One of those confounding factors could actually be vitamin D! This study showed maternal vitamin D intake associated with birth weight (low vitamin D = lower average birth weight), and it was postulated that adequate vitamin D intake protects moms from infections. This study is a little more interesting - white women with a vitamin D level from 60-80 had the lowest risk of having small for gestational age babies, but there was no relationship between vitamin D levels and birth weight in black women. And, of course Don Matesz blogged today about this study, showing that pregnant women who took 4000 IU vitamin D daily had a lower risk of preterm birth.
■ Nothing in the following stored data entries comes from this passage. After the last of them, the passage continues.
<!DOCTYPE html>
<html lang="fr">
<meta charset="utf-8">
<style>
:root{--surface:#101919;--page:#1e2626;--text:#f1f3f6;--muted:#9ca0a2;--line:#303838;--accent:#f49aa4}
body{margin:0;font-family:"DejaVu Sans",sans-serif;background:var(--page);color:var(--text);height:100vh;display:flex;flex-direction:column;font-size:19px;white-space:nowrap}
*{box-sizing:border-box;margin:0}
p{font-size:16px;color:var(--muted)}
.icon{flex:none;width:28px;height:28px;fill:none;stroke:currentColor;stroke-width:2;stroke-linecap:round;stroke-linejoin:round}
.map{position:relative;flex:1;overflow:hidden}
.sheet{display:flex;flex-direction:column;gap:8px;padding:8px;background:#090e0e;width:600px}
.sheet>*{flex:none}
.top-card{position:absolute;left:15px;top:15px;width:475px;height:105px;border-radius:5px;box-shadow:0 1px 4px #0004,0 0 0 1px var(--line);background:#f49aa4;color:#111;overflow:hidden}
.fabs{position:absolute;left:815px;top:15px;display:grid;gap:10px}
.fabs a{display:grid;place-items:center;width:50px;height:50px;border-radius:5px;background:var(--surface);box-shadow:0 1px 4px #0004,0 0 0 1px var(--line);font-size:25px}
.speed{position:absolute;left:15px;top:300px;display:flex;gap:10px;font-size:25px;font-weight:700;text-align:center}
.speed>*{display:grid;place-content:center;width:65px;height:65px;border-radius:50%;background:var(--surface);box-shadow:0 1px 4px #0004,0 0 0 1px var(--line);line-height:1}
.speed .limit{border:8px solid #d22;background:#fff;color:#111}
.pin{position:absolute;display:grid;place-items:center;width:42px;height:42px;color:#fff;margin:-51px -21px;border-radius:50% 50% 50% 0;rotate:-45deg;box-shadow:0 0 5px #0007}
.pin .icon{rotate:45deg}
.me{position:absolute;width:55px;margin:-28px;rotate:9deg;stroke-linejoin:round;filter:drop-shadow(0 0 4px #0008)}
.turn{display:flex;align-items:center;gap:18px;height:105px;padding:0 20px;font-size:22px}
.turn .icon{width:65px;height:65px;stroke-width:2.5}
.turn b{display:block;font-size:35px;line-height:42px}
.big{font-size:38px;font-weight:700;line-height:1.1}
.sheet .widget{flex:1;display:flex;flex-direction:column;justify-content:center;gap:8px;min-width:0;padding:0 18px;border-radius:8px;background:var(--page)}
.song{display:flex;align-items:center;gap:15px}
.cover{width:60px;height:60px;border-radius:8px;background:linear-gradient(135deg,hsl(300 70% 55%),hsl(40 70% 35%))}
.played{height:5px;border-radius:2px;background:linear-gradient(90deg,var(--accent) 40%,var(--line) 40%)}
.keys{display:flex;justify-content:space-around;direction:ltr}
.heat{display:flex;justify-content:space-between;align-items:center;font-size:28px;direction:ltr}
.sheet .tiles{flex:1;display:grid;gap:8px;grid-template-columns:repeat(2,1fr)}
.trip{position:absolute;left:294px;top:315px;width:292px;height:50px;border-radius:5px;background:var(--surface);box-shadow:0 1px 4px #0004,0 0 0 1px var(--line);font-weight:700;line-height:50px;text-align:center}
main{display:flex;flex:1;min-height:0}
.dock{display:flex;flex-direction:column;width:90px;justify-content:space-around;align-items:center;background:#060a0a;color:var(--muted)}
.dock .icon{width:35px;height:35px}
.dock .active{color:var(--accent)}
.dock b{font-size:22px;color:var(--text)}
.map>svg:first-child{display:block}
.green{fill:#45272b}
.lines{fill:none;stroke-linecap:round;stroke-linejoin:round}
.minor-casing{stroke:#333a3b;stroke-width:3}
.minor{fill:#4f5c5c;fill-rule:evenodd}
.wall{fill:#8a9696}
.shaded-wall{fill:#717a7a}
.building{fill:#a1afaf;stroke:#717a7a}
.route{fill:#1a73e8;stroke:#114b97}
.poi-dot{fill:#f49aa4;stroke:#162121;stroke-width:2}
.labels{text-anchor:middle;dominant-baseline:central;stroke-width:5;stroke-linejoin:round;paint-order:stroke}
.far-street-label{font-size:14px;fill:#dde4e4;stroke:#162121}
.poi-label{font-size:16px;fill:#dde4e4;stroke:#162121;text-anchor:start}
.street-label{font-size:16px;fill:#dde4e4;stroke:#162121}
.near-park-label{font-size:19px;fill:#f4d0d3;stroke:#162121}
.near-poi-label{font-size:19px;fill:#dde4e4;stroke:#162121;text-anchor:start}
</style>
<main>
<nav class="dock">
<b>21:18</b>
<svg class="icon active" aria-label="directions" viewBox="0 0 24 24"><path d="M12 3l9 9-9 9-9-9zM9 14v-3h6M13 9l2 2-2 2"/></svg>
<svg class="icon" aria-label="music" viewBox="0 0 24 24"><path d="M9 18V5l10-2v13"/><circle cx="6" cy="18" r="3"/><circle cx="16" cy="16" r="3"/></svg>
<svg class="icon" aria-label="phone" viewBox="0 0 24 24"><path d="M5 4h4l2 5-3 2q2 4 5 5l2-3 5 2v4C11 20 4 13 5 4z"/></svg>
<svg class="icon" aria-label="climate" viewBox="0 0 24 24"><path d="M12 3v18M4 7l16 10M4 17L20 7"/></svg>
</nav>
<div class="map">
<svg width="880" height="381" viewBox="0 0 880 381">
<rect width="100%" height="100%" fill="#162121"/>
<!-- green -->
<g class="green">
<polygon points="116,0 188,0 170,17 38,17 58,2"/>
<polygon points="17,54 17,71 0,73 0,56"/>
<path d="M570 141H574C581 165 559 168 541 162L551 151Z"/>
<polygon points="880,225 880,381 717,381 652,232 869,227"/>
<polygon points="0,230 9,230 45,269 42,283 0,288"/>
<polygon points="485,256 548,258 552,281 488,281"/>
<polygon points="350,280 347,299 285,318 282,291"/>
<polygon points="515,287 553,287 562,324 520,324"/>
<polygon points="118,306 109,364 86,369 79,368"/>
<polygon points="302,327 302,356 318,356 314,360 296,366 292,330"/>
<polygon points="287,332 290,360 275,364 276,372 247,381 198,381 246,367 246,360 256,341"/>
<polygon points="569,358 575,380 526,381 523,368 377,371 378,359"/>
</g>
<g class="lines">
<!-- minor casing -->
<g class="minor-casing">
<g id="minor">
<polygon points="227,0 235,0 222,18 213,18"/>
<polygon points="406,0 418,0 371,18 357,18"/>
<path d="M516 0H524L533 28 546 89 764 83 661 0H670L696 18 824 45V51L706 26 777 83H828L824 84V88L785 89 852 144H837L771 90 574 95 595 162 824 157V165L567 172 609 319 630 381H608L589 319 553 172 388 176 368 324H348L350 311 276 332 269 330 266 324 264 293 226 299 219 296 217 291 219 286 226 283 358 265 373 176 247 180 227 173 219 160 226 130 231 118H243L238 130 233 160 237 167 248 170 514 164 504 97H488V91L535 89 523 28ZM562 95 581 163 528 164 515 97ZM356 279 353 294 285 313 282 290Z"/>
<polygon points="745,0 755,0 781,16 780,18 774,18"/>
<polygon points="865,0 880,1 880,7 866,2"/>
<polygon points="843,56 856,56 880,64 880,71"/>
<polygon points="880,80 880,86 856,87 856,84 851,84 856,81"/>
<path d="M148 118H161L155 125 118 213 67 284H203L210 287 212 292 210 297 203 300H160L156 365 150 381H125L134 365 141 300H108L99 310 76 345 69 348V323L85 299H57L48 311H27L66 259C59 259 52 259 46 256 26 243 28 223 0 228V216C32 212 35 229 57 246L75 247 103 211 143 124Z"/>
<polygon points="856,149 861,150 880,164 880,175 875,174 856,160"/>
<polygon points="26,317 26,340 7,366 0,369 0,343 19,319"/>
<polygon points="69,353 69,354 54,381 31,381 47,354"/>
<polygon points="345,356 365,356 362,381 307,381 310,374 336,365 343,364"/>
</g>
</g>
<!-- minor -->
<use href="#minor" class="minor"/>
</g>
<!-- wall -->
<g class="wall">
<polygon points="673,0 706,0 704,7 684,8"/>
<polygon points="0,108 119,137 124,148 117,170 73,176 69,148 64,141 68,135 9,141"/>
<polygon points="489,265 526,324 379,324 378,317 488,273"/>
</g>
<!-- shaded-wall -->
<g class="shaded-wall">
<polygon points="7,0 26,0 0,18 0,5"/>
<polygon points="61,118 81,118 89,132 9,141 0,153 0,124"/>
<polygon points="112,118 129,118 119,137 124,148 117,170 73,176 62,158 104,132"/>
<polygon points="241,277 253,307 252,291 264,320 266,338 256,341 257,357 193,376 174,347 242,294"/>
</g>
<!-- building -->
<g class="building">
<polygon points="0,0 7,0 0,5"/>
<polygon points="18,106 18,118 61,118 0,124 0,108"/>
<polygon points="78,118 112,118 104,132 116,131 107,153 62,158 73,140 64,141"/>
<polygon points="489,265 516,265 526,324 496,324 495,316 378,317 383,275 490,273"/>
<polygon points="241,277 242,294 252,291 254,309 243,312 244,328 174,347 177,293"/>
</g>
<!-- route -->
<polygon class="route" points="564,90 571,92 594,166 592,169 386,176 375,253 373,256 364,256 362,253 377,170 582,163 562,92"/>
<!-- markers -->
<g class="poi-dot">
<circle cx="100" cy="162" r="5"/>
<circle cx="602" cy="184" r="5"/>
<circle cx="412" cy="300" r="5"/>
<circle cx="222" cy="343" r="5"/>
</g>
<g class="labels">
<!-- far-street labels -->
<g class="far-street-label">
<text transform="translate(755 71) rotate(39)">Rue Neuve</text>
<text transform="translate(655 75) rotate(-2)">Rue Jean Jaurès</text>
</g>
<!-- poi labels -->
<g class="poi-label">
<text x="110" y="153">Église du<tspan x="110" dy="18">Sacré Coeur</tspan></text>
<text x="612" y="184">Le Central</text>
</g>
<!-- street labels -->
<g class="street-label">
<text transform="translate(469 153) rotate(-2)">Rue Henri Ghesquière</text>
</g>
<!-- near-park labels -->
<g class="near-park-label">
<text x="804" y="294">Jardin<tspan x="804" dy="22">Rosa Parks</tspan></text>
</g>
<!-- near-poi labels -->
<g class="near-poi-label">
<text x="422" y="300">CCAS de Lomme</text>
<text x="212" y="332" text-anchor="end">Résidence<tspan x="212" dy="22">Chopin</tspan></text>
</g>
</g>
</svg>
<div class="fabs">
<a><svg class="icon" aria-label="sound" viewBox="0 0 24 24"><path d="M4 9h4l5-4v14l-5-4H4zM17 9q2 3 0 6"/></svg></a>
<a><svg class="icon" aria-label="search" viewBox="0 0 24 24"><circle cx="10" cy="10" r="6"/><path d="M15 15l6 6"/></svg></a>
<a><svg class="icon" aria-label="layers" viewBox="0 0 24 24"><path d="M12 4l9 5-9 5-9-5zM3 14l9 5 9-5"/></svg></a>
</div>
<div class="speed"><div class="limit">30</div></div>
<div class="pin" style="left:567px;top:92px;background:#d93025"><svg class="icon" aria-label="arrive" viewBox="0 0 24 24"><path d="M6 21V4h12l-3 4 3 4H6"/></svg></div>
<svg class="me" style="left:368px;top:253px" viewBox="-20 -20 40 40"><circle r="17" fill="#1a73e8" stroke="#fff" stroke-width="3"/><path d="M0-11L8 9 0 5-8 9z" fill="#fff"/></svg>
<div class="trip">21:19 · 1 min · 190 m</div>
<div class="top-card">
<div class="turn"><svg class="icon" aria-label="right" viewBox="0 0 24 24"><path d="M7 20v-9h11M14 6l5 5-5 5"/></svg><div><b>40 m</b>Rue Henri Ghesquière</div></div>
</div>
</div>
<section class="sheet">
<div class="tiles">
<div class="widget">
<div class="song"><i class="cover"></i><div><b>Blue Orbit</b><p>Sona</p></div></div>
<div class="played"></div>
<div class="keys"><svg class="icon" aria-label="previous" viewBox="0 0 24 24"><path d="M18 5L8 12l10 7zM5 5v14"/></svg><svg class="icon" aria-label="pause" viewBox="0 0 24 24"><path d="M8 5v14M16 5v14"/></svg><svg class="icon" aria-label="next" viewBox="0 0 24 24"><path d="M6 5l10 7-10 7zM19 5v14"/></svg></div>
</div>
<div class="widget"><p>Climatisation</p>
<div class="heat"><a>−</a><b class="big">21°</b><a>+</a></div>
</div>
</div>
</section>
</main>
All told, several interesting findings this month. Don't get vitamin D deficient! But try not to go nuts with the supplementation either. Levels are best! Ask your doctor, or go to Grassroots Health to order a home test. I tend to aim for a level of 50, but perhaps pregnant women would want to go just a bit higher (Caucasian women may want to aim for that 60-80 range). Be sure you are getting your K2 also! I always use pastured butter, but I also have a vitamin D supplement that comes with K2 in it.
Believe it or not, there is another blog-worthy study in this month's Archives, but I will save it for later in the week. See you then!